** Data extract follows **

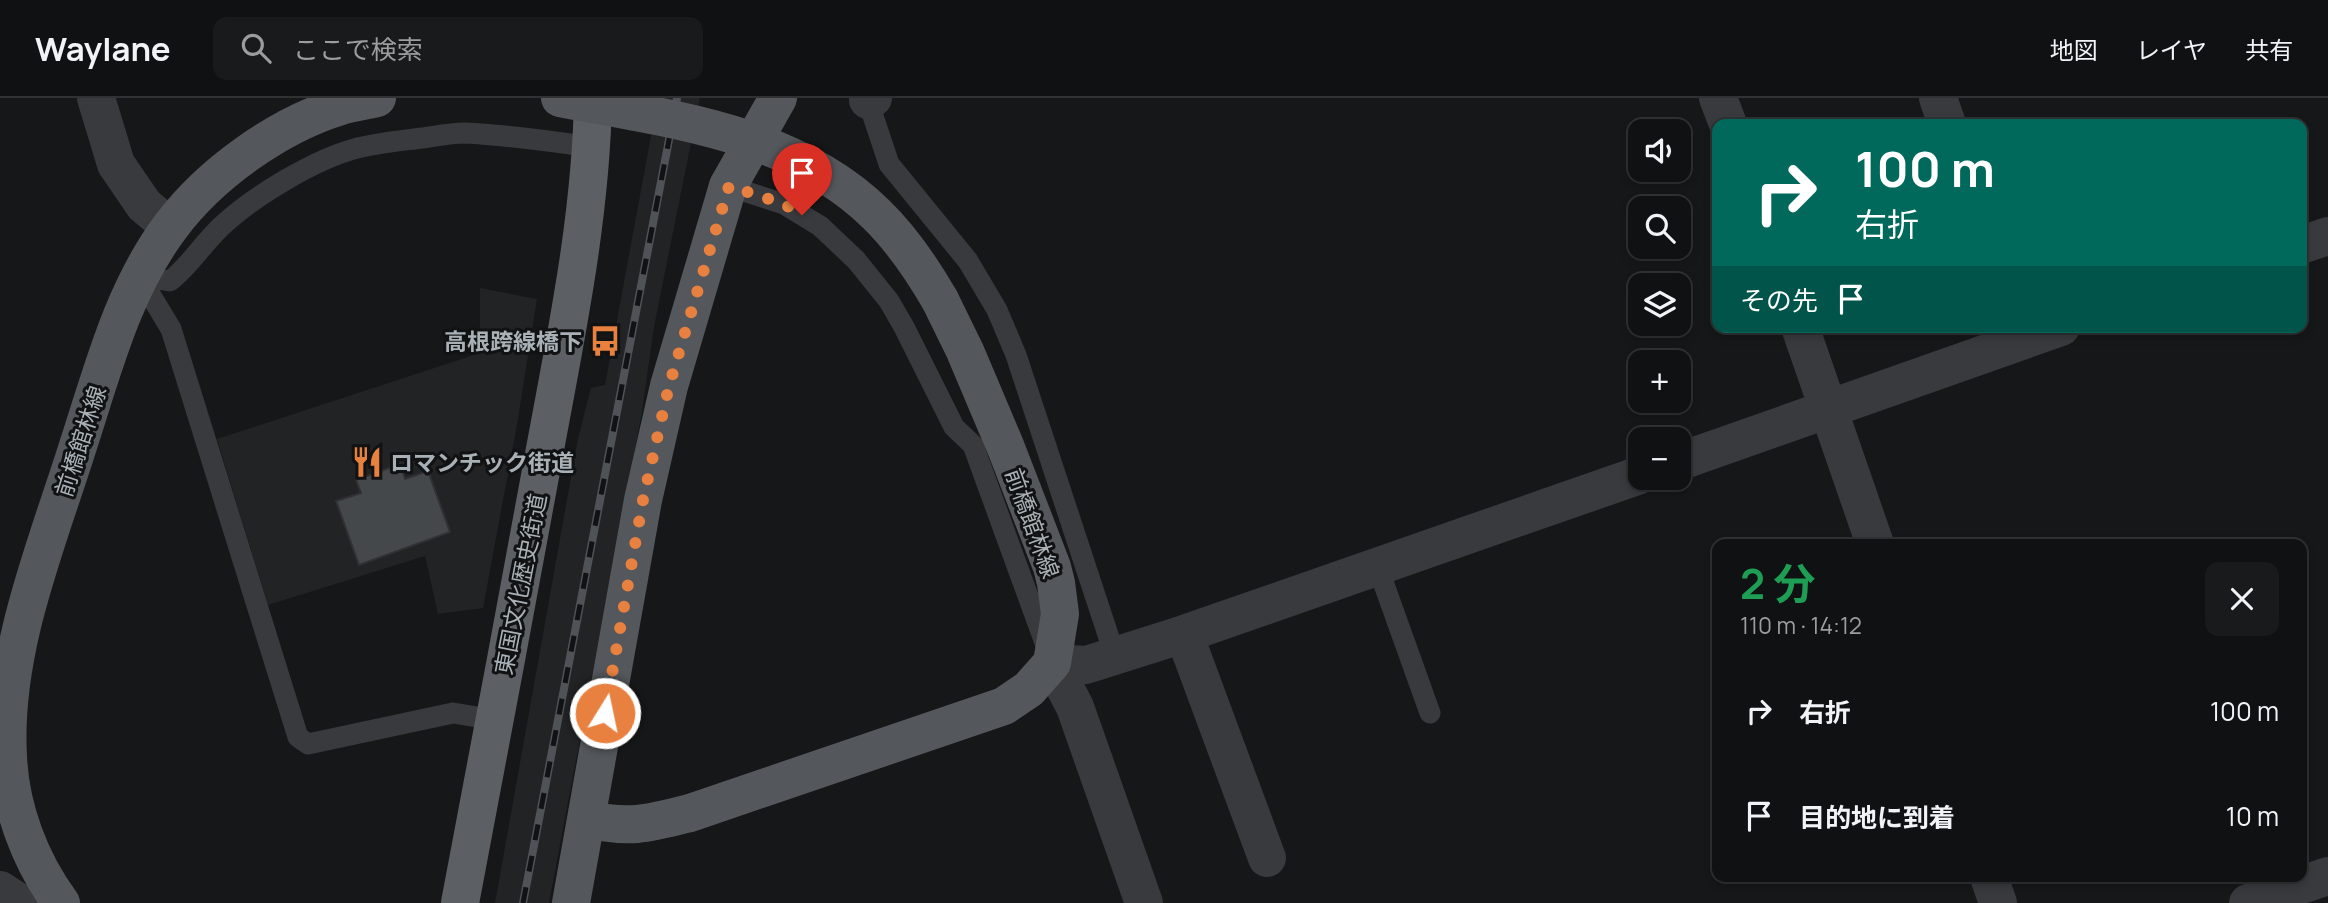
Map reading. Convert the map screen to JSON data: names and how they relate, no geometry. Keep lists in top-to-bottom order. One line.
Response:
{"streets":{"highway":["東国文化歴史街道"],"main road":["前橋館林線"]},"places":{"bus stop":["高根跨線橋下"],"restaurant":["ロマンチック街道"]},"page":{"header":"Waylane","search":"ここで検索","nav":["地図","レイヤ","共有"],"map_buttons":["+","−"],"turn":["100 m","右折"],"then":"その先","heading":["2 分","110 m · 14:12"],"list":[{"name":"右折","value":"100 m"},{"name":"目的地に到着","value":"10 m"}]}}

** End of Data extract **

● **Exercise details**
Copy all of the listing word for word, minus the images.

● **Answer to this exercise**
Map reading. Convert the map screen to JSON data: names and how they relate, no geometry. Keep lists in top-to-bottom order. One line.
Response:
{"streets":{"highway":["東国文化歴史街道"],"main road":["前橋館林線"]},"places":{"bus stop":["高根跨線橋下"],"restaurant":["ロマンチック街道"]},"page":{"header":"Waylane","search":"ここで検索","nav":["地図","レイヤ","共有"],"map_buttons":["+","−"],"turn":["100 m","右折"],"then":"その先","heading":["2 分","110 m · 14:12"],"list":[{"name":"右折","value":"100 m"},{"name":"目的地に到着","value":"10 m"}]}}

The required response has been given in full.